So, it’s 2015. This new year lark seems to come around scarily fast nowadays. Of course I’ve made the usual healthy eating resolutions, which at the moment are in serious conflict with the amount of chocolate which is still lying temptingly around from Christmas. But I don’t want to dwell on those pledges, instead I’m thinking about what this year will mean in terms of food. Will I taste a new ingredient and fall dramatically, deeply head over heels with it? Will I finally get that work-life-balance right and discover extra hours in the day that mean I can do more experimenting and tasting? Hmm…I won’t be holding my breath on that one.
I’m also thinking about what dishes and flavours will be the good, the bad and the ugly in 2015. If last year saw burger restaurants become even more popular and cake pops and other ridiculous baking fads take over the nation, what delights await us this year?

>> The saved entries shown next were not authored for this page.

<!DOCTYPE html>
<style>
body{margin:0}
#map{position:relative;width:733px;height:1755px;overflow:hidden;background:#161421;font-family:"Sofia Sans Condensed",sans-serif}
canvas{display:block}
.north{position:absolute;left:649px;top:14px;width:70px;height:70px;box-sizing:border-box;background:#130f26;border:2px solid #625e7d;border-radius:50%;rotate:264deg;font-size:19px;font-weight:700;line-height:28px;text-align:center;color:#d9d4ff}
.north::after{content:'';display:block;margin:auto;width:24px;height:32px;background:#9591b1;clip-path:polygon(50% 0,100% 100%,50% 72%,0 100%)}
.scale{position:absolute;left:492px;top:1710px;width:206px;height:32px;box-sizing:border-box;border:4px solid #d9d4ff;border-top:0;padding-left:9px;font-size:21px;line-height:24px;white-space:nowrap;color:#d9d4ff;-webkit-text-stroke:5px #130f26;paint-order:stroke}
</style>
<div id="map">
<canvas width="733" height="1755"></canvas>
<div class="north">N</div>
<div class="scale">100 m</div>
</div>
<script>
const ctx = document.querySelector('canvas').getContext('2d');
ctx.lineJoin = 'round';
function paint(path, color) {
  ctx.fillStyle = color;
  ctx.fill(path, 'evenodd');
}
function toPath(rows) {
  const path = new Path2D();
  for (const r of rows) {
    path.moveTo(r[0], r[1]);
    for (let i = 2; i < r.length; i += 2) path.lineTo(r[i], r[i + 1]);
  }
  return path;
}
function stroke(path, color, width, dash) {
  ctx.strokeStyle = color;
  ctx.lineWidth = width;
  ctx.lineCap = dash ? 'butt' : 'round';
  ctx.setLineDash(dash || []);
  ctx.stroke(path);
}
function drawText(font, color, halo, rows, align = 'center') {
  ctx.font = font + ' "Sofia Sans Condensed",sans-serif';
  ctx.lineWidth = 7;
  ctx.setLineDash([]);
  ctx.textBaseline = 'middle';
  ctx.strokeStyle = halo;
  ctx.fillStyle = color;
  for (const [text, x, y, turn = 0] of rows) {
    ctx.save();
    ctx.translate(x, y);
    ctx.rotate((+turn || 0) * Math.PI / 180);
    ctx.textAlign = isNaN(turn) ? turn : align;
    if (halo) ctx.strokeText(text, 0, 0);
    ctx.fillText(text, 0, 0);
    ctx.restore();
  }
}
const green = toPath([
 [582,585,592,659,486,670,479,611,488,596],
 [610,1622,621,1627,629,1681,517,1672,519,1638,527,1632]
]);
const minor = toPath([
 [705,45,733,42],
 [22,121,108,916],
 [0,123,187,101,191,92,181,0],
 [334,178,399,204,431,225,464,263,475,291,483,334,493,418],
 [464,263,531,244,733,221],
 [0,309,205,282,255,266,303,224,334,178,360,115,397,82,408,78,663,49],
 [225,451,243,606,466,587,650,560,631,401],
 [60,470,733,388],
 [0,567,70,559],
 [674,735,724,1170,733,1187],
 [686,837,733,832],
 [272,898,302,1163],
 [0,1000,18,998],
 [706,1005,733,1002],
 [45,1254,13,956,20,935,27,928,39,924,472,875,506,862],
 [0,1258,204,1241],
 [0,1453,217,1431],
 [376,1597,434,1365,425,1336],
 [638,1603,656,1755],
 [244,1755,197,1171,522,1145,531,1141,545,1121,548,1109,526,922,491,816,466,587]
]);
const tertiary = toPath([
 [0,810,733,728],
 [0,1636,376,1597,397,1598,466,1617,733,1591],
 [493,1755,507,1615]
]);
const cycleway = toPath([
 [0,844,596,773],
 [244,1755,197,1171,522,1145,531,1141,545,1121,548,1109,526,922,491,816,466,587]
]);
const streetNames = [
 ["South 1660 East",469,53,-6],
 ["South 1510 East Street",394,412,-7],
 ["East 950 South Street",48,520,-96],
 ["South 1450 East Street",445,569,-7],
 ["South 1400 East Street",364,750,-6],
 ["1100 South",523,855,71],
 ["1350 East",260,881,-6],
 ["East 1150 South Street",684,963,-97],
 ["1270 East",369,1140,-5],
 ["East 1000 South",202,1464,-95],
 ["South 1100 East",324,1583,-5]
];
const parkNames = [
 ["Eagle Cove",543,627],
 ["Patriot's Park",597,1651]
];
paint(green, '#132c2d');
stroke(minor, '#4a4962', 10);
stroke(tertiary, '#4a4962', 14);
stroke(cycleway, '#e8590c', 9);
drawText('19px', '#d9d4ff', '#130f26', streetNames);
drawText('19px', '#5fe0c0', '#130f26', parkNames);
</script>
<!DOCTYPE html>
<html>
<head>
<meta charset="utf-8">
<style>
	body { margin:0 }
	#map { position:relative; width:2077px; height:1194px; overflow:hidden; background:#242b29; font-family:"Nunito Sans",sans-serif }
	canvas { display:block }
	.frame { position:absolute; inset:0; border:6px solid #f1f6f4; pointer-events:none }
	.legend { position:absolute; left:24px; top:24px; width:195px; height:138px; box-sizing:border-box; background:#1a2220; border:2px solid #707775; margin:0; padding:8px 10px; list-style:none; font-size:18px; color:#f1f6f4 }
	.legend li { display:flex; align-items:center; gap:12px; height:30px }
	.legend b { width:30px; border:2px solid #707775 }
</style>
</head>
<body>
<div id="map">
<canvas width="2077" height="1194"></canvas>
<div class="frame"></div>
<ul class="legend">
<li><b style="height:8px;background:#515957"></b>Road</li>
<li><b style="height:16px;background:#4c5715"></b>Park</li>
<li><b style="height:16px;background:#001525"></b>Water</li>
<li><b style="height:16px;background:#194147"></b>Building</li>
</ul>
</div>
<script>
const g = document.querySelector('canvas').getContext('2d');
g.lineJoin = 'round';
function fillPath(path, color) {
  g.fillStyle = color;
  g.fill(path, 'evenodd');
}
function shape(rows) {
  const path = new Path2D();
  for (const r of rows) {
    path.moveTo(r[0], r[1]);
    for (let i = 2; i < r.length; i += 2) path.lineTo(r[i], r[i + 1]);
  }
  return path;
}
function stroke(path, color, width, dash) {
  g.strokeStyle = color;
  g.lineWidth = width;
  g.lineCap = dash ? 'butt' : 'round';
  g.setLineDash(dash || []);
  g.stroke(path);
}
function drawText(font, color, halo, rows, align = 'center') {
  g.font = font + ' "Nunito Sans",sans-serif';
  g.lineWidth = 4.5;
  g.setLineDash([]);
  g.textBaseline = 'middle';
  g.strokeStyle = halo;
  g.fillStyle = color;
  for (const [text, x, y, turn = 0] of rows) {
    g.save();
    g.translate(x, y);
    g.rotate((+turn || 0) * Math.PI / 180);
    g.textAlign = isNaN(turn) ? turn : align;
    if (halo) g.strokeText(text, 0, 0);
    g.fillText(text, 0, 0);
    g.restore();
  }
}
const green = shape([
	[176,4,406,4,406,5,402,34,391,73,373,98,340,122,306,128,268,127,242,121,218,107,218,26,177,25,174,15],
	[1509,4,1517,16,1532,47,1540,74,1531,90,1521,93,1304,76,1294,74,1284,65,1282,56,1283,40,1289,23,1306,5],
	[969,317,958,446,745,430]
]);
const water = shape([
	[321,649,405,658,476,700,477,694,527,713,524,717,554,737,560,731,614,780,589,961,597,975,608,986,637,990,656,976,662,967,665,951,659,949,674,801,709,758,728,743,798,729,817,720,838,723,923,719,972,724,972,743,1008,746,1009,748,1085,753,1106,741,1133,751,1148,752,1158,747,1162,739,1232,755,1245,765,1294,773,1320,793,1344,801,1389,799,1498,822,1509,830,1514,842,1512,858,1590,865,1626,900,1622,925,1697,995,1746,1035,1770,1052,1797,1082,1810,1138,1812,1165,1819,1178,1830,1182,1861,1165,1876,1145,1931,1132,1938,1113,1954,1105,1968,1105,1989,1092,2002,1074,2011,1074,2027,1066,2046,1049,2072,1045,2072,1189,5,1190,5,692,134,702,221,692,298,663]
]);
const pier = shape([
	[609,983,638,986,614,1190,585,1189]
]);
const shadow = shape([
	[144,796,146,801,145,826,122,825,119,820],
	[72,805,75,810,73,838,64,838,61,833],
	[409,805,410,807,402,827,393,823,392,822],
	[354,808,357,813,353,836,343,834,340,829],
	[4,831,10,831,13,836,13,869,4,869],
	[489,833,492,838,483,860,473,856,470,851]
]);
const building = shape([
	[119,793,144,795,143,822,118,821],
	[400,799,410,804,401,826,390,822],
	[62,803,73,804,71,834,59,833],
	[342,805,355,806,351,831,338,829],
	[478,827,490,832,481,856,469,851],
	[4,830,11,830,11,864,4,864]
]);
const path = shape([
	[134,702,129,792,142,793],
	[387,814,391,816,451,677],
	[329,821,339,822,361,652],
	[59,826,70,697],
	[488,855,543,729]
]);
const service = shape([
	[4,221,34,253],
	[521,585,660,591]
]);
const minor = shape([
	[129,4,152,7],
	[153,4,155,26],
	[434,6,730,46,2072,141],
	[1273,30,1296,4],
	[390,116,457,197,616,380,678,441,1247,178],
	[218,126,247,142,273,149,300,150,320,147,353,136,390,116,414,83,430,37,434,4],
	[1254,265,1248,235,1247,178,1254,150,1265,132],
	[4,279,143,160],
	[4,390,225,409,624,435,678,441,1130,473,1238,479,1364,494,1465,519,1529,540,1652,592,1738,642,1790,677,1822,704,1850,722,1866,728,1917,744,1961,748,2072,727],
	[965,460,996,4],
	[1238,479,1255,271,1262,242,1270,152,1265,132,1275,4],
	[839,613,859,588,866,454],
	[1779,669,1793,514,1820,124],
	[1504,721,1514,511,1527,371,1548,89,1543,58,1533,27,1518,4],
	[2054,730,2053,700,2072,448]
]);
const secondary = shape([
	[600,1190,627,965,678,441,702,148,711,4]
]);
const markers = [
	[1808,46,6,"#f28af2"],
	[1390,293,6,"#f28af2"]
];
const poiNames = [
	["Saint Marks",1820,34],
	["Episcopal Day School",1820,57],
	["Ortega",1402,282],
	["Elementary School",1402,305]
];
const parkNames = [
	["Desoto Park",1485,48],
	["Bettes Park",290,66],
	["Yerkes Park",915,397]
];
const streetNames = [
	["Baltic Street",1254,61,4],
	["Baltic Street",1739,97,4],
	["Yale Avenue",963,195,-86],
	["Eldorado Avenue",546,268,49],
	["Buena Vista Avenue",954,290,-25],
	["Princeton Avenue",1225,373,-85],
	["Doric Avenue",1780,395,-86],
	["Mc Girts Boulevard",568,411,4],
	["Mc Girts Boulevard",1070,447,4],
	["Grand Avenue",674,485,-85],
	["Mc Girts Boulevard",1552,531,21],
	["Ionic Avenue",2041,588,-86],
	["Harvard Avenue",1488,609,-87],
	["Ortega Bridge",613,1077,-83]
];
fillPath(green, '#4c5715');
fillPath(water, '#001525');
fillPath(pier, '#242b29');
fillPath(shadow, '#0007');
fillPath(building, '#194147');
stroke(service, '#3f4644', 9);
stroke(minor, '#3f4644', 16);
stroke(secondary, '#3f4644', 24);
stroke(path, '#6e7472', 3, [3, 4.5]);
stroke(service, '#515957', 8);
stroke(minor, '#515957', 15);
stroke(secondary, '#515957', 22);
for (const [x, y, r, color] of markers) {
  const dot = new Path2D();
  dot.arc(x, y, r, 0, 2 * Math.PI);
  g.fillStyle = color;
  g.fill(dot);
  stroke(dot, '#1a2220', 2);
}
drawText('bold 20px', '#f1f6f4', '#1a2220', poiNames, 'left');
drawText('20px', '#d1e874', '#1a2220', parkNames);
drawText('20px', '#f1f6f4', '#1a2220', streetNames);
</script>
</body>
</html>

I recently read an article by BBC Good Food about potential food trends for 2015 and a smile crept across my face when I saw that two of the predicted best things since sliced bread are actually what us northerners have been doing for years.
Leaders in foodie fashion
Yes that’s right, all those who think that anyone who lives north of the Watford gap is gastronomically backwards can eat their words.
Food trend #1: Poutine.
Hailing from Canada, this dish is apparently “in its purest form, chips, gravy and cheese curds“. I’m not sure what springs to mind for others but immediately I’m thinking, obviously, those northern delicacies chips and gravy and cheesy chips! Personally, I’m not entirely convinced about combining the two, but if this new trend means that I might actually be able to get a decent plate of chips and gravy outside of Lancashire then I’m quite happy. And it seems that it’s such a popular recipe that various people are claiming responsibility for its origin. Well, I think Northern England should stake a claim.
Food trend #2: Lard.
Well, need I say more? Ask someone which 5 words spring to mind when they think of the north and you can bet your bottom dollar that lard will be in there somewhere. We’ve been using it for years to fry our chips, grease our cooking tins and to bathe in (ok, maybe not the last one), but apparently now it’s making a come-back. After being shunned for being too unhealthy/pig related/generally northern, lard is now being reinvented and celebrated by those in the culinary world who decide what the next big thing is. Apparently it’s really good for crisping your roast potatoes and flaking your pastry.